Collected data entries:
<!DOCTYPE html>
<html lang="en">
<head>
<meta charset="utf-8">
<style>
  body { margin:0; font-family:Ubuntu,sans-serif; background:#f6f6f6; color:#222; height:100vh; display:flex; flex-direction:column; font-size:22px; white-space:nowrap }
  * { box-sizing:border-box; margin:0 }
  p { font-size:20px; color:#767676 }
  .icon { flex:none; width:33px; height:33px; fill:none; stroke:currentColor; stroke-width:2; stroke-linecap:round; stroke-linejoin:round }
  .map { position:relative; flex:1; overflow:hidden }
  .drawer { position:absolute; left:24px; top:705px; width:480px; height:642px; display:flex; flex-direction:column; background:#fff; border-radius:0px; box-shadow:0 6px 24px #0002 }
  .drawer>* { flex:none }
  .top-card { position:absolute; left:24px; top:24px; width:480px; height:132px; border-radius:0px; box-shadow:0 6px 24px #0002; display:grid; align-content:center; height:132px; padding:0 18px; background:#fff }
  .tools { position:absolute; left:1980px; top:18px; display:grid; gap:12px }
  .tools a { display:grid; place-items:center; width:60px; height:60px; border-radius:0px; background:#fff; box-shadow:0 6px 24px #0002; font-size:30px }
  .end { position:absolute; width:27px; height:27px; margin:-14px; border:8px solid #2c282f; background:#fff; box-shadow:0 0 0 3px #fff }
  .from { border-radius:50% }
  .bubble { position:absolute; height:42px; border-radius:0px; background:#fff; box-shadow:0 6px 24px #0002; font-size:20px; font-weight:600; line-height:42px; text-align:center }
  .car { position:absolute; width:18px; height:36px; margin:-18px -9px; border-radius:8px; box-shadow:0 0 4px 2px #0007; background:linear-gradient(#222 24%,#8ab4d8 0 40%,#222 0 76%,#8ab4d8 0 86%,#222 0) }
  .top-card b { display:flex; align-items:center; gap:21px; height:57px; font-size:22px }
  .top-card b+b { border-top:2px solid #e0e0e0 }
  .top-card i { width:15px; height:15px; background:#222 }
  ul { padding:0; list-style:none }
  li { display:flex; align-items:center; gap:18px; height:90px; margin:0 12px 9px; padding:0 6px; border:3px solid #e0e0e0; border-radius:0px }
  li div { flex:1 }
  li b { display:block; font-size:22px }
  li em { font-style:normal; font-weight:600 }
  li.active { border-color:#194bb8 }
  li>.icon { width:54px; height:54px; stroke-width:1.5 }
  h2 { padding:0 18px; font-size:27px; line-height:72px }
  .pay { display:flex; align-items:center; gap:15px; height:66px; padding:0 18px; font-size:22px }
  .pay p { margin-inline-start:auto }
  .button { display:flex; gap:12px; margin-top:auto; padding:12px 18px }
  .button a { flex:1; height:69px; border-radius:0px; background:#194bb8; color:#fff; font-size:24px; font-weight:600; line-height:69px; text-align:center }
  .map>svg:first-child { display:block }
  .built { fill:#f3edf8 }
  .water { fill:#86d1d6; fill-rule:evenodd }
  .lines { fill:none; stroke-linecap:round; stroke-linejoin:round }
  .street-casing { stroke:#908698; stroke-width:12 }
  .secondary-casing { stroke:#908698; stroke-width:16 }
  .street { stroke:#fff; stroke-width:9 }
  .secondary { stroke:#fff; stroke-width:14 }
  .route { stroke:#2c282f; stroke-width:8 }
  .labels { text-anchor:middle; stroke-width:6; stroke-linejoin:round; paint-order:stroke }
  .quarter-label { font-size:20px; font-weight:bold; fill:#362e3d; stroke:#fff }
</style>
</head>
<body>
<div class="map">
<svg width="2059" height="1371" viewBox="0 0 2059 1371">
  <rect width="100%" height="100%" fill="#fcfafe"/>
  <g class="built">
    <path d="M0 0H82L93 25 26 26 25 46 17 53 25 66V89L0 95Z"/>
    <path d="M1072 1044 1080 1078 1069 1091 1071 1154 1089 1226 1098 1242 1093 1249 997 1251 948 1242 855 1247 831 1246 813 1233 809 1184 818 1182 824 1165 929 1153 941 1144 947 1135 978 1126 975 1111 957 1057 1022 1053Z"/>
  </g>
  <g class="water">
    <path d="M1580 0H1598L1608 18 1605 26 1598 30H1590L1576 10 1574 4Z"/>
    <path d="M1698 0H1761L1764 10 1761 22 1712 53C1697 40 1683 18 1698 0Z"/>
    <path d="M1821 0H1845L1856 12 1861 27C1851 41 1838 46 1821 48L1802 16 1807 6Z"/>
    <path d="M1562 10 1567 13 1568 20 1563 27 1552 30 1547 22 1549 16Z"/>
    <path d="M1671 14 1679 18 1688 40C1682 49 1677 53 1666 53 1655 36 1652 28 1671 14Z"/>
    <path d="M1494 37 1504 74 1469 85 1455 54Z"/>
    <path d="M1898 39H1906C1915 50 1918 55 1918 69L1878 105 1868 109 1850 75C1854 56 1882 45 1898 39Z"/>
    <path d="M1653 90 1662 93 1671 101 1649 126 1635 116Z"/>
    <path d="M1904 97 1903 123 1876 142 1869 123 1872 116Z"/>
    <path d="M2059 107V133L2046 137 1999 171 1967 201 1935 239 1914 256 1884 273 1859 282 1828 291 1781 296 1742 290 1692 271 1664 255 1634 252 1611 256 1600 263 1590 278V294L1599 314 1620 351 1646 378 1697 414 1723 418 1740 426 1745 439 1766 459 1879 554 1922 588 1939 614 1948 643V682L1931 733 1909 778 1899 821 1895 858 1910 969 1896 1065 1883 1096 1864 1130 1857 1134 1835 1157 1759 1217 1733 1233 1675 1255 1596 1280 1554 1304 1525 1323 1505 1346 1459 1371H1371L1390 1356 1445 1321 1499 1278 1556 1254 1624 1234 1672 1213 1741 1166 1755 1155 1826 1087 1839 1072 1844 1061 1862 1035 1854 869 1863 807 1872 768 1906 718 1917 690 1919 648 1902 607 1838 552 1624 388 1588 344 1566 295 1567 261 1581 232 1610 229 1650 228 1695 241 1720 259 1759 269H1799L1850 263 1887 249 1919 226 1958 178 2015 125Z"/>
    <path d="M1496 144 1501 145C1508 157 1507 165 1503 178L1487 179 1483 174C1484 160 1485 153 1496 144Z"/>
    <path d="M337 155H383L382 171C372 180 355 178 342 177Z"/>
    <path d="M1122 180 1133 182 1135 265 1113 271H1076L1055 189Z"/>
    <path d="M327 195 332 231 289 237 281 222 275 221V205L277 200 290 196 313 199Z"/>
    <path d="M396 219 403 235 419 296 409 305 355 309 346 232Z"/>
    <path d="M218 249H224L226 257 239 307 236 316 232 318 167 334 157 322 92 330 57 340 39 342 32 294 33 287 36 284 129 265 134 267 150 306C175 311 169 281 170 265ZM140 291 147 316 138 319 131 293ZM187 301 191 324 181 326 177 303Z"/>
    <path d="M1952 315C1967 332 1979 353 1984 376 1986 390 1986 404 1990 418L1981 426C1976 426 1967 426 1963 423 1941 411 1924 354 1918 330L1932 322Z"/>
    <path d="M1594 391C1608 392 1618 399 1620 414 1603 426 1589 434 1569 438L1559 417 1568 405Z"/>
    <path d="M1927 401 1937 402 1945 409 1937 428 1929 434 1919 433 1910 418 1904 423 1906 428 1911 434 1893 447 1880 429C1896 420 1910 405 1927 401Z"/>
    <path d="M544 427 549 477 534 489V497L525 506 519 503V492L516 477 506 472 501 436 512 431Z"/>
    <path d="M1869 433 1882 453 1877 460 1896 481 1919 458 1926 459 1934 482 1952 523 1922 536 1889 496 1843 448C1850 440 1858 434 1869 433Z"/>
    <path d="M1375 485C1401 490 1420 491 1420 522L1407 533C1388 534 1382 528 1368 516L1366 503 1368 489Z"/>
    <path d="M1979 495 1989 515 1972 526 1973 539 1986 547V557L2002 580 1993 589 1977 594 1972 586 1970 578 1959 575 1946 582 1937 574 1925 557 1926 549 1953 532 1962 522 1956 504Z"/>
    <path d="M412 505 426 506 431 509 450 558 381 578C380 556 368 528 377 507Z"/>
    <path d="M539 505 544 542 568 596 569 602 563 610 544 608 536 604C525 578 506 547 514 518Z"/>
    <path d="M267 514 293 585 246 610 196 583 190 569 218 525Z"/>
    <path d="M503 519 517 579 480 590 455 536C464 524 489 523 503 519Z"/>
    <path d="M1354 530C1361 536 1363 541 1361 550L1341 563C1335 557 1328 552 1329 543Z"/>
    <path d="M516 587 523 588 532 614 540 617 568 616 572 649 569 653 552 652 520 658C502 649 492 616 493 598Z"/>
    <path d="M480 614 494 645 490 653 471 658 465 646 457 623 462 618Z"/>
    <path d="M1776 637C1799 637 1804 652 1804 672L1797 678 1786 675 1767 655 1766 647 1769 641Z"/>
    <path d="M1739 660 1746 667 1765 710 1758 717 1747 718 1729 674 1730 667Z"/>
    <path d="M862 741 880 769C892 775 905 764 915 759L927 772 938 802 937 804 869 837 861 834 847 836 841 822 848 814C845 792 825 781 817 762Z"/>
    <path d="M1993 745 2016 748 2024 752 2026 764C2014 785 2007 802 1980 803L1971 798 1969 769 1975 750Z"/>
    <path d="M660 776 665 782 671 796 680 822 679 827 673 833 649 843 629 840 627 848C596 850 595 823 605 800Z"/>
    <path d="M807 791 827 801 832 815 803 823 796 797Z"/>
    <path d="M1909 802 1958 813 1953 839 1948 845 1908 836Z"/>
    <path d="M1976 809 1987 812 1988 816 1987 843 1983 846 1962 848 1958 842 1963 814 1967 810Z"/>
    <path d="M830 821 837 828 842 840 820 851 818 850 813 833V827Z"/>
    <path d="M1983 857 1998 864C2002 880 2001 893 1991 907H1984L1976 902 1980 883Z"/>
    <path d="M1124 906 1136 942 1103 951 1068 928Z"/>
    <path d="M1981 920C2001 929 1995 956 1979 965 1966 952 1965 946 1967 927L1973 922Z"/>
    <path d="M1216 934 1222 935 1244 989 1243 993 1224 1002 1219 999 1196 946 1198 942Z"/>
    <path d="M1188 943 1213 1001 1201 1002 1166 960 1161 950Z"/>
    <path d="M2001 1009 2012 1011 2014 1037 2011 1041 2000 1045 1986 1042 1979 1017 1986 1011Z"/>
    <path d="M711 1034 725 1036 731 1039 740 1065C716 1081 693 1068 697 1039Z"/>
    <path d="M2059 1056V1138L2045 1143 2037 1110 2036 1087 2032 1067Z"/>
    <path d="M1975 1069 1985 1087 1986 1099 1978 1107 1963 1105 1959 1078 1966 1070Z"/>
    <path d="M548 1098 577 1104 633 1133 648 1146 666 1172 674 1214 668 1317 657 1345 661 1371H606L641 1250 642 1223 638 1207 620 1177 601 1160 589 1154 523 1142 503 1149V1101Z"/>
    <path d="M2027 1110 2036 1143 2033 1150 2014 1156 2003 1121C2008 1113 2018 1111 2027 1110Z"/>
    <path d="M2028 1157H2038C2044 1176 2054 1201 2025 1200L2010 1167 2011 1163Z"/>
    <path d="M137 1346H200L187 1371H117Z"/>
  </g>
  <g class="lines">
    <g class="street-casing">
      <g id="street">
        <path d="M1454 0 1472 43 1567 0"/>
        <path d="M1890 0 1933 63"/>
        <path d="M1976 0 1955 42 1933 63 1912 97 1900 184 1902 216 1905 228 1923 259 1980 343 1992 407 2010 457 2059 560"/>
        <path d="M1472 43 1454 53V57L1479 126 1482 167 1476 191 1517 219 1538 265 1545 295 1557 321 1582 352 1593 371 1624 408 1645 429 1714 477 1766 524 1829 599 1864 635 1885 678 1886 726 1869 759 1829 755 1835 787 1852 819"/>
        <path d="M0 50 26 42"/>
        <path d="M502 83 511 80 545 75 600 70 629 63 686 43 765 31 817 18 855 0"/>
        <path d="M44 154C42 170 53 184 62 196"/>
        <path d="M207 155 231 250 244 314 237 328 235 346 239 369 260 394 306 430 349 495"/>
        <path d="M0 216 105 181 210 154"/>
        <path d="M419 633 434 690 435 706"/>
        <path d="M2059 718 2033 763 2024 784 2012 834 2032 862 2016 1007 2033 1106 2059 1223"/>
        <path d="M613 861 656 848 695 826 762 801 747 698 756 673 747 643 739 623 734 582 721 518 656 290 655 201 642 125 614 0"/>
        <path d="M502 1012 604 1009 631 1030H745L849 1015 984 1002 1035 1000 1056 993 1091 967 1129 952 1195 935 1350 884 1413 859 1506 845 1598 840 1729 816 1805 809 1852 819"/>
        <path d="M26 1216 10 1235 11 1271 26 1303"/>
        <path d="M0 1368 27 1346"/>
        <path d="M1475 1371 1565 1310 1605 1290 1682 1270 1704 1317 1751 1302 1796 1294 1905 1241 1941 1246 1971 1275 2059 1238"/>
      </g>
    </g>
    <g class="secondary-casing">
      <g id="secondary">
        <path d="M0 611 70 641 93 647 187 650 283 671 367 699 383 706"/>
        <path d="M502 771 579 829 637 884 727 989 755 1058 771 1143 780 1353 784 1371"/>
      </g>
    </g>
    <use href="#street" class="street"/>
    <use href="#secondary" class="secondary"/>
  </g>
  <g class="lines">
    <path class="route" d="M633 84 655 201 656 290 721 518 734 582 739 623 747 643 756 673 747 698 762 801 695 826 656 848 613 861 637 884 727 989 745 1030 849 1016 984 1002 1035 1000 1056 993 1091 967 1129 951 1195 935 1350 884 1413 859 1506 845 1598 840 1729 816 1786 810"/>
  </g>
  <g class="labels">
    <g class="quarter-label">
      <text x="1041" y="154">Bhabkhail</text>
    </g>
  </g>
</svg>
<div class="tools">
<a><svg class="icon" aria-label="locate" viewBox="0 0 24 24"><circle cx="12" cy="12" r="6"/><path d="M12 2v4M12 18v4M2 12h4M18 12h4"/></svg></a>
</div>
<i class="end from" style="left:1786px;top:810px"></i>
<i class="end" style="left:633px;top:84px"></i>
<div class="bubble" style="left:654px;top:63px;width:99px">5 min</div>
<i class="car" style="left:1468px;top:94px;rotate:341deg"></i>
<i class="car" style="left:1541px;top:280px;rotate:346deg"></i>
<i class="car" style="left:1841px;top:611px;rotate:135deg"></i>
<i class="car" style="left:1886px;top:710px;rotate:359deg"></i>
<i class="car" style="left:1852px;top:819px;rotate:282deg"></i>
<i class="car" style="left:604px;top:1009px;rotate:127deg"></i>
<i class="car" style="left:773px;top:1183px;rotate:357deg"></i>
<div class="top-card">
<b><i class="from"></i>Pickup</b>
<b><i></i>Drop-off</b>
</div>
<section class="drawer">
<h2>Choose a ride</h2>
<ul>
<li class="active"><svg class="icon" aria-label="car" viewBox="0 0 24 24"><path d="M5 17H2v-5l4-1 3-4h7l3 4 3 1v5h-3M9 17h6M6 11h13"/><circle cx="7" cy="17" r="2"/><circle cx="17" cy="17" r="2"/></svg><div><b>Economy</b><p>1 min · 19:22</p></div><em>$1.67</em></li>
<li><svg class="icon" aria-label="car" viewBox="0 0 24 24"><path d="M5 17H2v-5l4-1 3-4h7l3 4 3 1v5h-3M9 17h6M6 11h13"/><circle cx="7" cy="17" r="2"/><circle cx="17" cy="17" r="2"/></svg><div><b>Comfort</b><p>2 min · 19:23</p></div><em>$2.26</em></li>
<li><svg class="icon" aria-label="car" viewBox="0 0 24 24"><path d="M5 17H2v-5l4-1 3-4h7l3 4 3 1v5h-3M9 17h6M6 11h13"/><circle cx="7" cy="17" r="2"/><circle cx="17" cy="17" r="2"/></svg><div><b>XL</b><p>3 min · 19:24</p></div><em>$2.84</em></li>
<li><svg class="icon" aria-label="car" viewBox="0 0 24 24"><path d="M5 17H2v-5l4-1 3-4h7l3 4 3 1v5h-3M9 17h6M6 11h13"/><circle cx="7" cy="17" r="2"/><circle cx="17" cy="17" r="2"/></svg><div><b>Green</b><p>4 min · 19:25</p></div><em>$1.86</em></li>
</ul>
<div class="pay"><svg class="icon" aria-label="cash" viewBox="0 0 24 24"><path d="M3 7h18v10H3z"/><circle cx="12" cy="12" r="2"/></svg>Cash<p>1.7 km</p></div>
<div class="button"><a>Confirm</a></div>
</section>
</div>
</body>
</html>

■ **Exercise goal**
Considering each line of the records on its own, count those that contain "card" and give only that number.

■ **Response to this exercise**
5